(Collected data)
======

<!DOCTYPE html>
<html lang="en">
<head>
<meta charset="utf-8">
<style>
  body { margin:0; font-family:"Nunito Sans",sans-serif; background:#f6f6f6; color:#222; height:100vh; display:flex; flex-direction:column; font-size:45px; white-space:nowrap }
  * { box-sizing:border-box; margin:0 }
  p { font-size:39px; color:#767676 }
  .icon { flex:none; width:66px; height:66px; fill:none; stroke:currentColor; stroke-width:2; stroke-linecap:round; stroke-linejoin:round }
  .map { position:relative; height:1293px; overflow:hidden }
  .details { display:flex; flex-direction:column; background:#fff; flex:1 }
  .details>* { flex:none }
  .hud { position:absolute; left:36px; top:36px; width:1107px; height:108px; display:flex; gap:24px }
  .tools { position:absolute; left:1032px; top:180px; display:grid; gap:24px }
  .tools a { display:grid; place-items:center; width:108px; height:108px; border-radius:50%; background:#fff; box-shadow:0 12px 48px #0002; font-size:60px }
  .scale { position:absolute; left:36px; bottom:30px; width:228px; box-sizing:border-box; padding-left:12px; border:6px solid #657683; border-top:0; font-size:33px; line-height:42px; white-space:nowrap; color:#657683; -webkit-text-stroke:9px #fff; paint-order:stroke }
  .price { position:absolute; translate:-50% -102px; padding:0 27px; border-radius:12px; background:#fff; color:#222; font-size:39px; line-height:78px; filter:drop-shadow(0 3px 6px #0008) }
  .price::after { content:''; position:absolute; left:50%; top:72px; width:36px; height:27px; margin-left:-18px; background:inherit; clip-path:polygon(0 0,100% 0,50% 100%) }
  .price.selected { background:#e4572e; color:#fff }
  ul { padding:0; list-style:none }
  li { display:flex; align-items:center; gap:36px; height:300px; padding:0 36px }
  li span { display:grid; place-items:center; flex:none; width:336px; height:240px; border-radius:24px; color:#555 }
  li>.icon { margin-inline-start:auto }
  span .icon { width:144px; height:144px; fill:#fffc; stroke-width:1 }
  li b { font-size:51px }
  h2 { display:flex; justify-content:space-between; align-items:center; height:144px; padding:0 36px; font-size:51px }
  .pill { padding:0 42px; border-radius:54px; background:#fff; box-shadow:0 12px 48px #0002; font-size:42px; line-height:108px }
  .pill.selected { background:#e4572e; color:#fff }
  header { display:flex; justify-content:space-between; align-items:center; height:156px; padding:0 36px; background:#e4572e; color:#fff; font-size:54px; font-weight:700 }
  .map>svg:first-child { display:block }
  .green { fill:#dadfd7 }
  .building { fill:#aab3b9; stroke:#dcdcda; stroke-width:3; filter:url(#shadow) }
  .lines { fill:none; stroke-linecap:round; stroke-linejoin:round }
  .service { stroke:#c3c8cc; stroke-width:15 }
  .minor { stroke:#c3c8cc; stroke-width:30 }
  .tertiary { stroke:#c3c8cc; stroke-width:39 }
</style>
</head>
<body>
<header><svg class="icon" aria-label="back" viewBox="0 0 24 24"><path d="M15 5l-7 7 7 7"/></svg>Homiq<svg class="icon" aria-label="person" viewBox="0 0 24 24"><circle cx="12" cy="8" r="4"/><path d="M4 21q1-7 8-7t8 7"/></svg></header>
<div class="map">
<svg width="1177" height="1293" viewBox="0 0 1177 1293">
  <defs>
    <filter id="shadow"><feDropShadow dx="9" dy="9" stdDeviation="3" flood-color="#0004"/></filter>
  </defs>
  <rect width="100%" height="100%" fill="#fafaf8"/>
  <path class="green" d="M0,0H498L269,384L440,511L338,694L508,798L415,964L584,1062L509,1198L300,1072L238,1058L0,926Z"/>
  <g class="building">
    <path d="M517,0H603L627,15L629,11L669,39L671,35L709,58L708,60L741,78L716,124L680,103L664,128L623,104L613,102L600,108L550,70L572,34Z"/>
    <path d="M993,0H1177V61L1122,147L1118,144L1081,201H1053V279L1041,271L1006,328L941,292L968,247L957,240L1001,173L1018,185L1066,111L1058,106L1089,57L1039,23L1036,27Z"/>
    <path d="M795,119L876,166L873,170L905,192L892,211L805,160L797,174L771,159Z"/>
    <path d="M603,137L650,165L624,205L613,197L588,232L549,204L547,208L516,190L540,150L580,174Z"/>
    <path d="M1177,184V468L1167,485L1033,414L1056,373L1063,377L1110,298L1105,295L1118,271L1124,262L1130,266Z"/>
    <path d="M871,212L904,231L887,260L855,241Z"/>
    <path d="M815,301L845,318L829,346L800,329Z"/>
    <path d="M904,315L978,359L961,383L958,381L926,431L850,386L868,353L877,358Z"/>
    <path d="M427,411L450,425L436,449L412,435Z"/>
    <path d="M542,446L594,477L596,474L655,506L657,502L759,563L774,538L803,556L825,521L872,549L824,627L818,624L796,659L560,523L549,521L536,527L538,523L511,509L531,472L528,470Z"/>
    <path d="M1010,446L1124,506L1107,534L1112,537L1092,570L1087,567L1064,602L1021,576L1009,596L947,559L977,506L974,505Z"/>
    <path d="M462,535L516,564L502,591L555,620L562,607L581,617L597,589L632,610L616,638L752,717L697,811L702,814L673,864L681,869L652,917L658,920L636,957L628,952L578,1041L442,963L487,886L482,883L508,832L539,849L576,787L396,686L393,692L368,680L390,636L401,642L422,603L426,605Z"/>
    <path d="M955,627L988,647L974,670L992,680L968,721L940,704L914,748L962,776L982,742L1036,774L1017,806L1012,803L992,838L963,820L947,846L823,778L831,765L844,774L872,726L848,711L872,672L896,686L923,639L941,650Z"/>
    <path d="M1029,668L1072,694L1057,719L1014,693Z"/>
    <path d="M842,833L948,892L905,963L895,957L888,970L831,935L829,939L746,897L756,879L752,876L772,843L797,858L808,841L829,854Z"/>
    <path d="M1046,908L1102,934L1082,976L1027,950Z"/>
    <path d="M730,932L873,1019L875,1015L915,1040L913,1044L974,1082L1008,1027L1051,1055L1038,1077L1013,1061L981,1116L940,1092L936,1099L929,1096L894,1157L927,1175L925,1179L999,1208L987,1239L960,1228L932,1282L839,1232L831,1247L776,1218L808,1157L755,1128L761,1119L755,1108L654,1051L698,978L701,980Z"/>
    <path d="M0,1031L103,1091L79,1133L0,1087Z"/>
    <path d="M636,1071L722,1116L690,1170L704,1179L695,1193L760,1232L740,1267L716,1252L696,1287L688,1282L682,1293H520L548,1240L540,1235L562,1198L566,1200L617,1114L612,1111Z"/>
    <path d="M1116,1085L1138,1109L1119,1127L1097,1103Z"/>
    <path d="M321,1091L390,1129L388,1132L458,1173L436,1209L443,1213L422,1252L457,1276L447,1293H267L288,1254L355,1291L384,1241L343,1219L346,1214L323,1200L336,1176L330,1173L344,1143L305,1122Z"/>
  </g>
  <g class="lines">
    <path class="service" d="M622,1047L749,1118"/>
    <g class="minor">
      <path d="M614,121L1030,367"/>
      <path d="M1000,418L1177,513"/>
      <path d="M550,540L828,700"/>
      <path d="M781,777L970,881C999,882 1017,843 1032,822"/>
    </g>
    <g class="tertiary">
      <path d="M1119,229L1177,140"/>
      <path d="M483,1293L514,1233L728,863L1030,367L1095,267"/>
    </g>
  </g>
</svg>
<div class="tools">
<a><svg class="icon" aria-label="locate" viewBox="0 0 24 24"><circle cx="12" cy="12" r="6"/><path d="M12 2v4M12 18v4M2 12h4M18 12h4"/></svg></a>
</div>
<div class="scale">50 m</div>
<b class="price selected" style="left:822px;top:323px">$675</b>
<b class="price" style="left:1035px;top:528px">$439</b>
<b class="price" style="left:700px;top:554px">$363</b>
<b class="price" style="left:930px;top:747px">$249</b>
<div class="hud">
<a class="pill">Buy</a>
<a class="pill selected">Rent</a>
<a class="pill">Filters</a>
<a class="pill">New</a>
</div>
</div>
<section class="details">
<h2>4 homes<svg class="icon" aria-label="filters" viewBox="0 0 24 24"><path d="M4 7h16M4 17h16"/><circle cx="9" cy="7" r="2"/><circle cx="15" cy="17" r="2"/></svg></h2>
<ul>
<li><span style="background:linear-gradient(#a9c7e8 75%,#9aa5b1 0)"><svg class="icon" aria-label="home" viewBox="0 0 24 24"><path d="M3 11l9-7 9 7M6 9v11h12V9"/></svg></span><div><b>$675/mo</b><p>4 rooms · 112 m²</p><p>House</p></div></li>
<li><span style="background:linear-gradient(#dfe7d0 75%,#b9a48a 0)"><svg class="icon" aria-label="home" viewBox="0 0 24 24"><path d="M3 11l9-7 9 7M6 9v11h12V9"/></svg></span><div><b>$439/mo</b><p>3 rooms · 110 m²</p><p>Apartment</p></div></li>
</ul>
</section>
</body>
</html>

======

(TASK)
Reproduce each line from the data that has "linejoin" in it.

(TASK OUTPUT)
  .icon { flex:none; width:66px; height:66px; fill:none; stroke:currentColor; stroke-width:2; stroke-linecap:round; stroke-linejoin:round }
  .lines { fill:none; stroke-linecap:round; stroke-linejoin:round }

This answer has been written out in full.